◆ HOW TO COMPLETE THIS TASK
Each line of the data is to be output verbatim, with the images removed.

◆ MATERIAL PROVIDED
______________________________

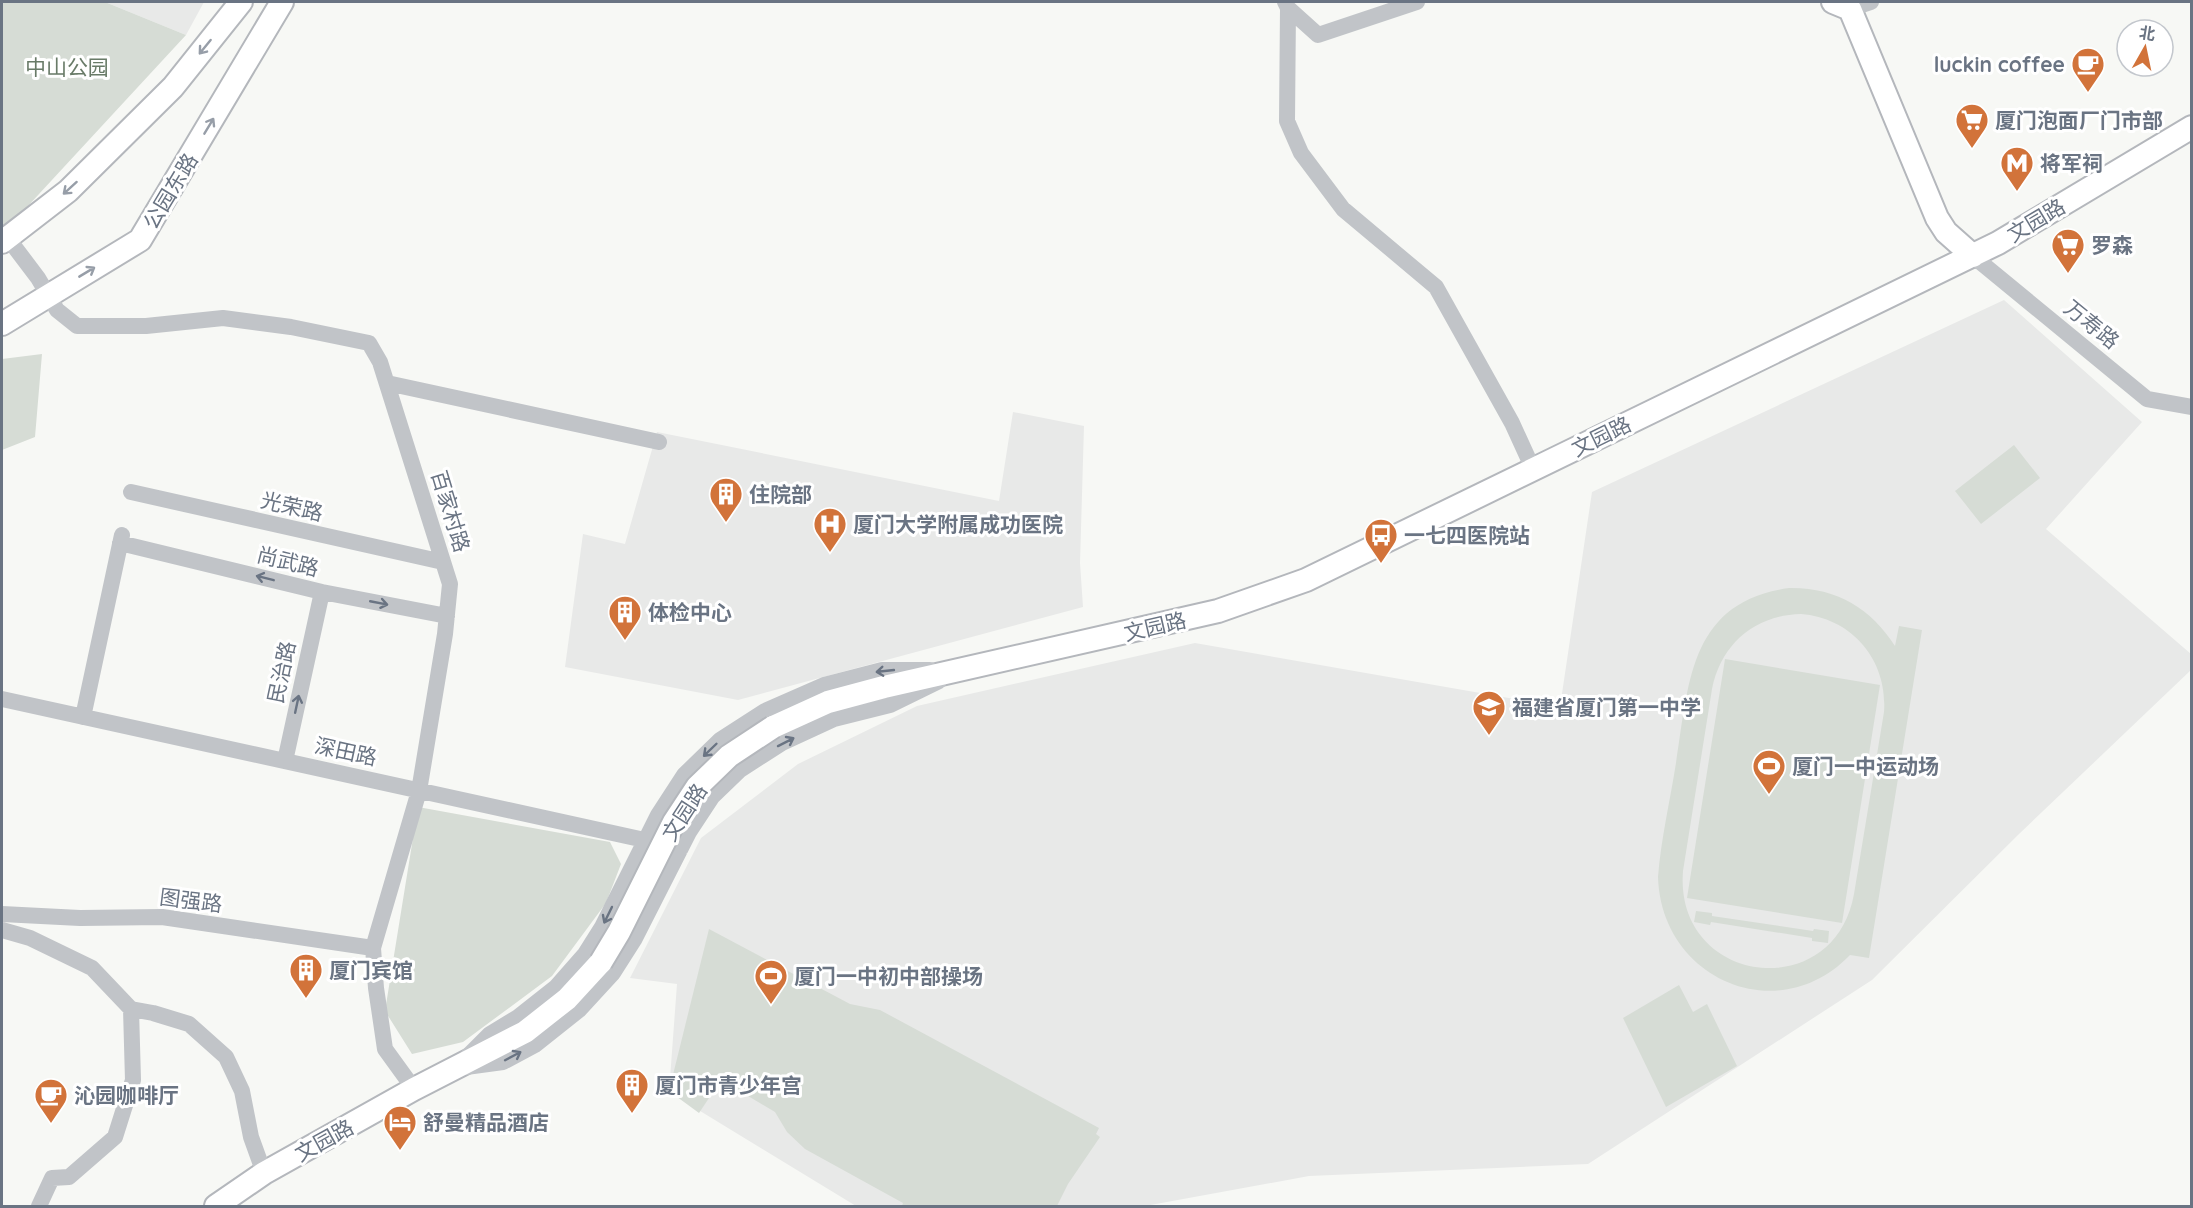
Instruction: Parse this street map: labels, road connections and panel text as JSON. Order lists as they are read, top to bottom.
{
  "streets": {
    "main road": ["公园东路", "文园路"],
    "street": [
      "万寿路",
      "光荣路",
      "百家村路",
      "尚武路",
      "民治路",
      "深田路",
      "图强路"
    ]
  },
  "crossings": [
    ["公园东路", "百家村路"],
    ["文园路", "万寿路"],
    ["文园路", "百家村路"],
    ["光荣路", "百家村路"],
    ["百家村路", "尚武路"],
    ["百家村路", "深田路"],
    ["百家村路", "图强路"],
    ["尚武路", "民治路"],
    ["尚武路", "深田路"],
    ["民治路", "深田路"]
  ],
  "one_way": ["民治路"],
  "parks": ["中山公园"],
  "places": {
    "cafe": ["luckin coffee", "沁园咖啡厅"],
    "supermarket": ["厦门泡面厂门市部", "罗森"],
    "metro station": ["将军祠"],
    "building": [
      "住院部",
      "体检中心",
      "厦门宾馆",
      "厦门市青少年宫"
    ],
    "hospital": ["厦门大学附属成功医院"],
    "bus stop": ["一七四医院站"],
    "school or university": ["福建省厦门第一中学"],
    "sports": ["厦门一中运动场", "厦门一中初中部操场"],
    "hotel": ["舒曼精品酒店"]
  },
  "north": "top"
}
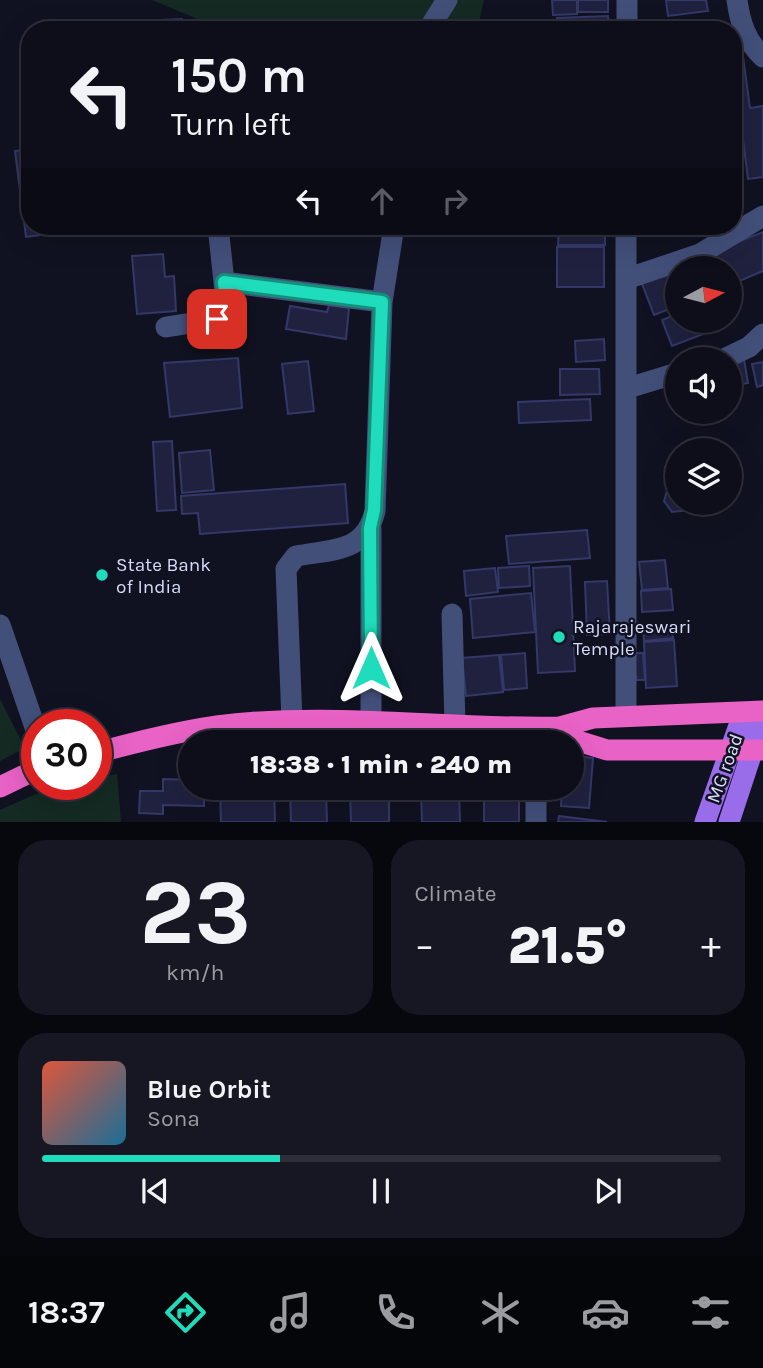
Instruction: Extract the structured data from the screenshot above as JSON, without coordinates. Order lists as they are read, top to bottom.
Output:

______________________________

◆ YOUR SOLUTION
Instruction: Parse this street map: labels, road connections and panel text as JSON. Order lists as they are read, top to bottom.
{
  "streets": {
    "main road": ["公园东路", "文园路"],
    "street": [
      "万寿路",
      "光荣路",
      "百家村路",
      "尚武路",
      "民治路",
      "深田路",
      "图强路"
    ]
  },
  "crossings": [
    ["公园东路", "百家村路"],
    ["文园路", "万寿路"],
    ["文园路", "百家村路"],
    ["光荣路", "百家村路"],
    ["百家村路", "尚武路"],
    ["百家村路", "深田路"],
    ["百家村路", "图强路"],
    ["尚武路", "民治路"],
    ["尚武路", "深田路"],
    ["民治路", "深田路"]
  ],
  "one_way": ["民治路"],
  "parks": ["中山公园"],
  "places": {
    "cafe": ["luckin coffee", "沁园咖啡厅"],
    "supermarket": ["厦门泡面厂门市部", "罗森"],
    "metro station": ["将军祠"],
    "building": [
      "住院部",
      "体检中心",
      "厦门宾馆",
      "厦门市青少年宫"
    ],
    "hospital": ["厦门大学附属成功医院"],
    "bus stop": ["一七四医院站"],
    "school or university": ["福建省厦门第一中学"],
    "sports": ["厦门一中运动场", "厦门一中初中部操场"],
    "hotel": ["舒曼精品酒店"]
  },
  "north": "top"
}
Instruction: Extract the structured data from the screenshot above as JSON, without coordinates. Order lists as they are read, top to bottom.
Output:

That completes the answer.